Cottonwood County is a county in the U.S. state of Minnesota. As of the 2020 census, the population was 11,517. Its county seat is Windom.

History
The county was created on May 23, 1857, named for the river in Germantown Township ("cottonwood" is the English meaning of the Dakota Sioux word "Waraju"). Minnesota Governor Horace Austin appointed three county commissioners when the county was established. They met at a home about six miles northwest of Windom on the Des Moines River at Big Bend. During this meeting, they designated the commissioners' districts and changed various county officers. The county organization was completed on July 29, 1870. The first general election was held in the county that November. The first deed of record was filed on January 10, 1870. The first land assessments were made in 1871, and the first taxes were paid in 1872.

County NRHP listings
 The Cottonwood County Courthouse (1904), an example of Neoclassical architecture, is listed in the National Register of Historic Places.
 Mountain Park, southeast of Mountain Lake, has been listed on the National Register of Historic Places since 1973. A 1976 archeological dig unearthed evidence of a Fox Indian habitation there circa 500 B.C., the oldest human habitation to be discovered in Minnesota.
 The Jeffers Petroglyphs, near Jeffers, contain pre-European Native American rock carvings.
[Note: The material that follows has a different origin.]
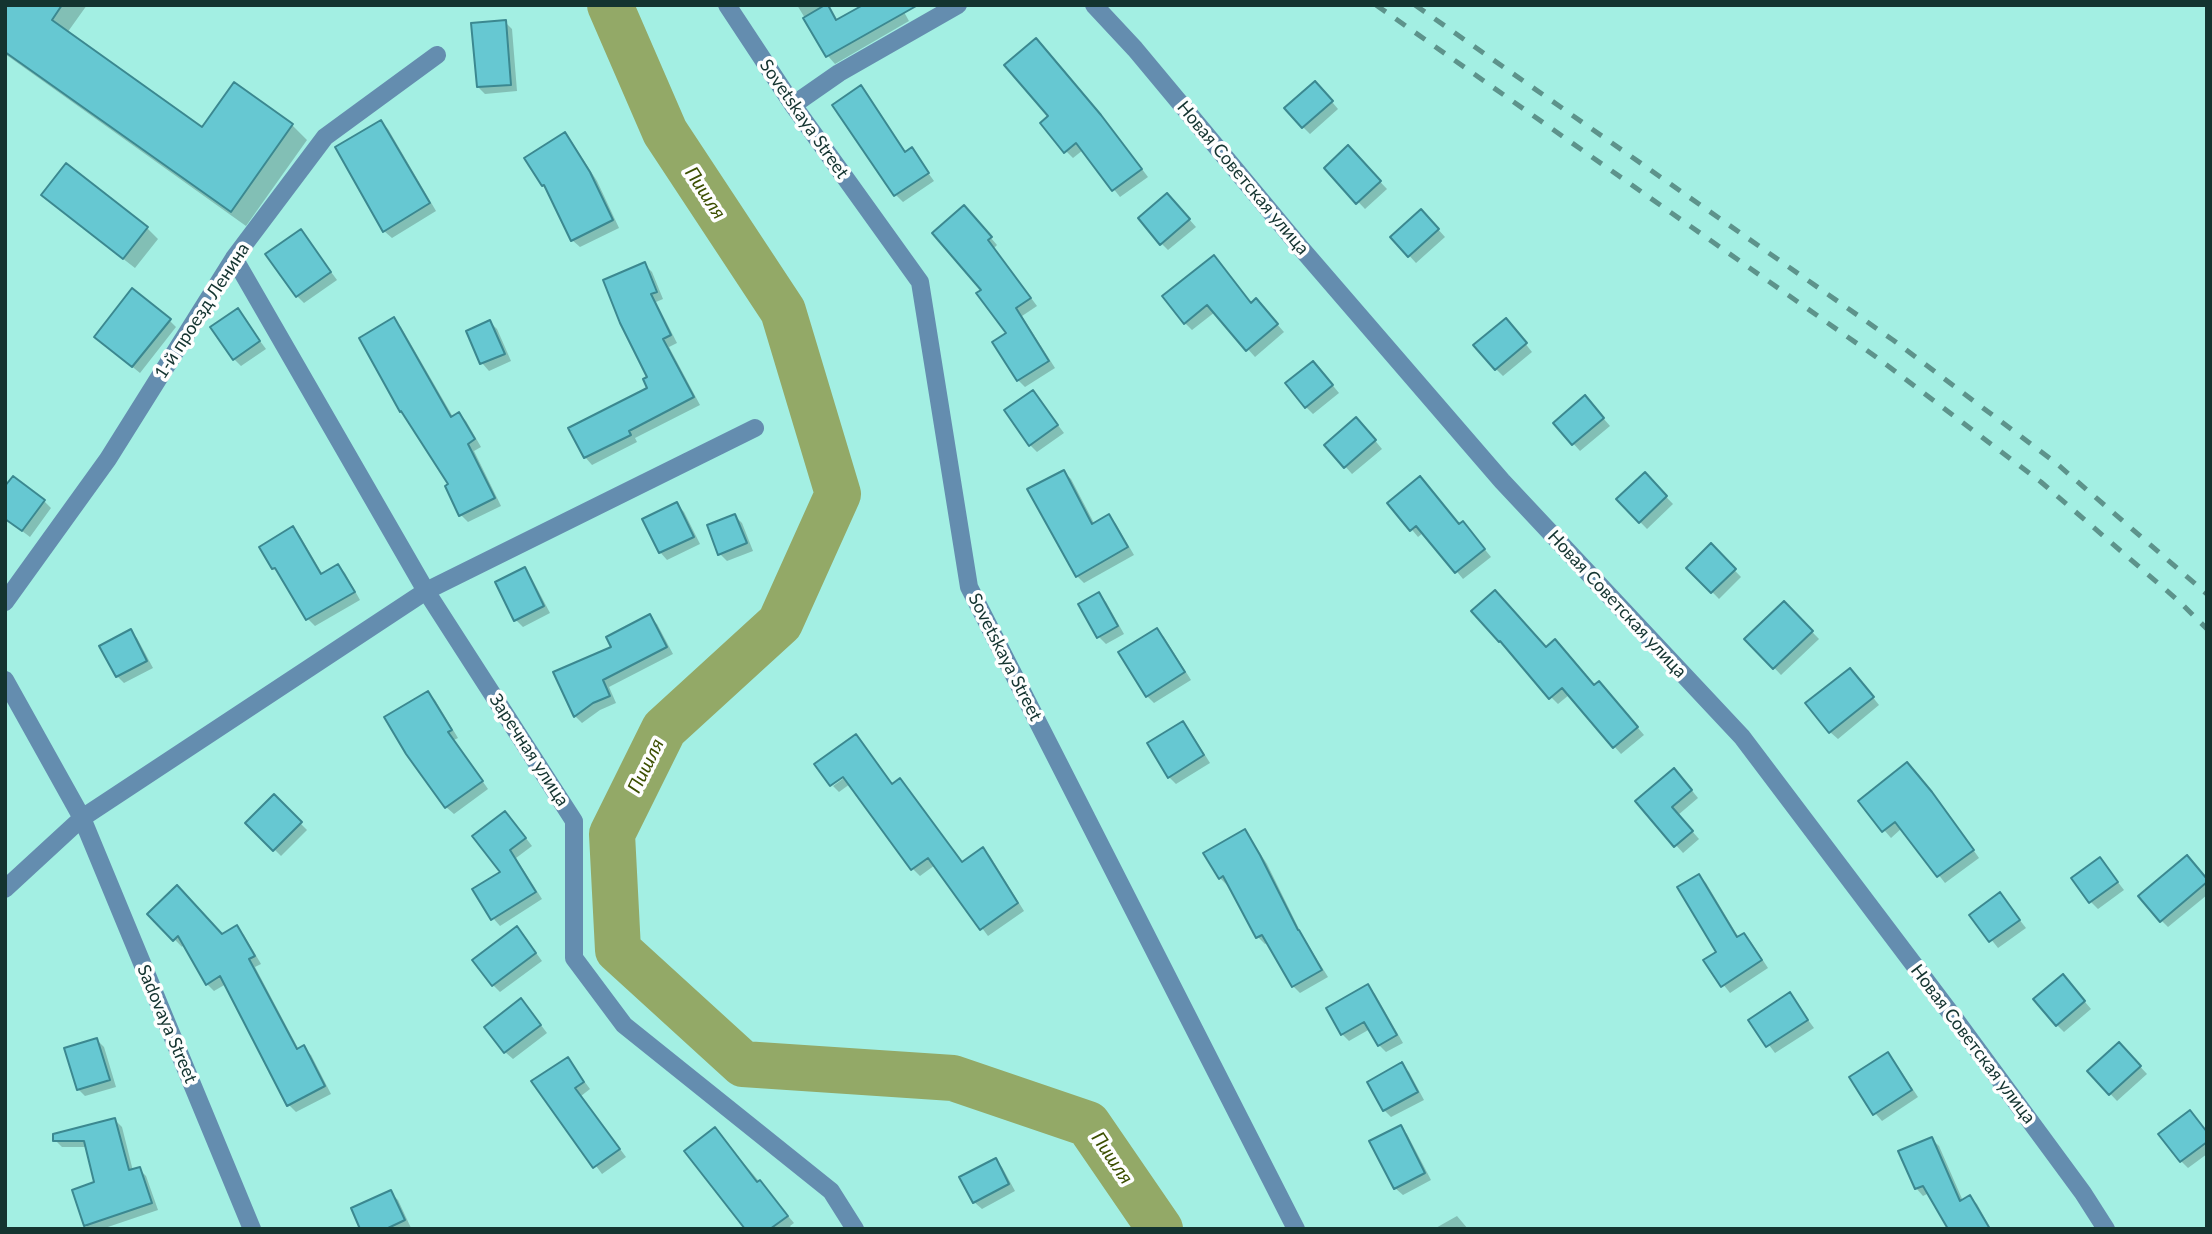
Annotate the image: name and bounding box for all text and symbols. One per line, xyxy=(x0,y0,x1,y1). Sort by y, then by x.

Listed in the National Register of Historic Places.

Geography
The Heron Lake Outflow flows east through the lower part of Cottonwood County. The county terrain consists of low rolling hills, devoted to agriculture. The terrain generally slopes to the east, with the northern portion also sloping north and the lower portion sloping south. The highest point is on the midpoint of the west border, at 1,535' (468m) ASL. The county has an area of , of which  is land and  (1.5%) is water.

Watersheds
The northeastern part of the county drains north to the Minnesota River through numerous small creeks, the Cottonwood River and Watonwan River. The southwestern part drains south through the Des Moines River. These two watersheds come together at the Mississippi River near Keokuk, Iowa. Most wetlands in the county have been drained for agricultural use.

Lakes

Major highways

  U.S. Highway 71
  Minnesota State Highway 30
  Minnesota State Highway 60
  Minnesota State Highway 62

Adjacent counties

 Redwood County - north
 Brown County - northeast
 Watonwan County - east
 Jackson County - south
 Nobles County - southwest
 Murray County -west

Protected areas

 Delft State Wildlife Management Area
 Dynamite Park
 Lady Bird County Park
 Little Swan Lake State Wildlife Management Area
 Mound Creek County Park
 Mountain County Park
 Pats Grove County Park
 Regehr State Wildlife Management Area
 Red Rock Falls County Park
 Rock Ridge Prairie Scientific and Natural Area
 South Dutch Charlie County Park
 Talcot County Park

Demographics

As of the 2000 census, there were 12,167 people, 4,917 households, and 3,338 families in the county. The population density was 19.0/sqmi (7.35/km2). There were 5,376 housing units at an average density of 8.41/sqmi (3.25/km2). The racial makeup of the county was 95.23% White, 0.34% Black or African American, 0.23% Native American, 1.63% Asian, 0.08% Pacific Islander, 1.35% from other races, and 1.14% from two or more races. 2.19% of the population were Hispanic or Latino of any race. 50.2% were of German and 18.6% Norwegian ancestry.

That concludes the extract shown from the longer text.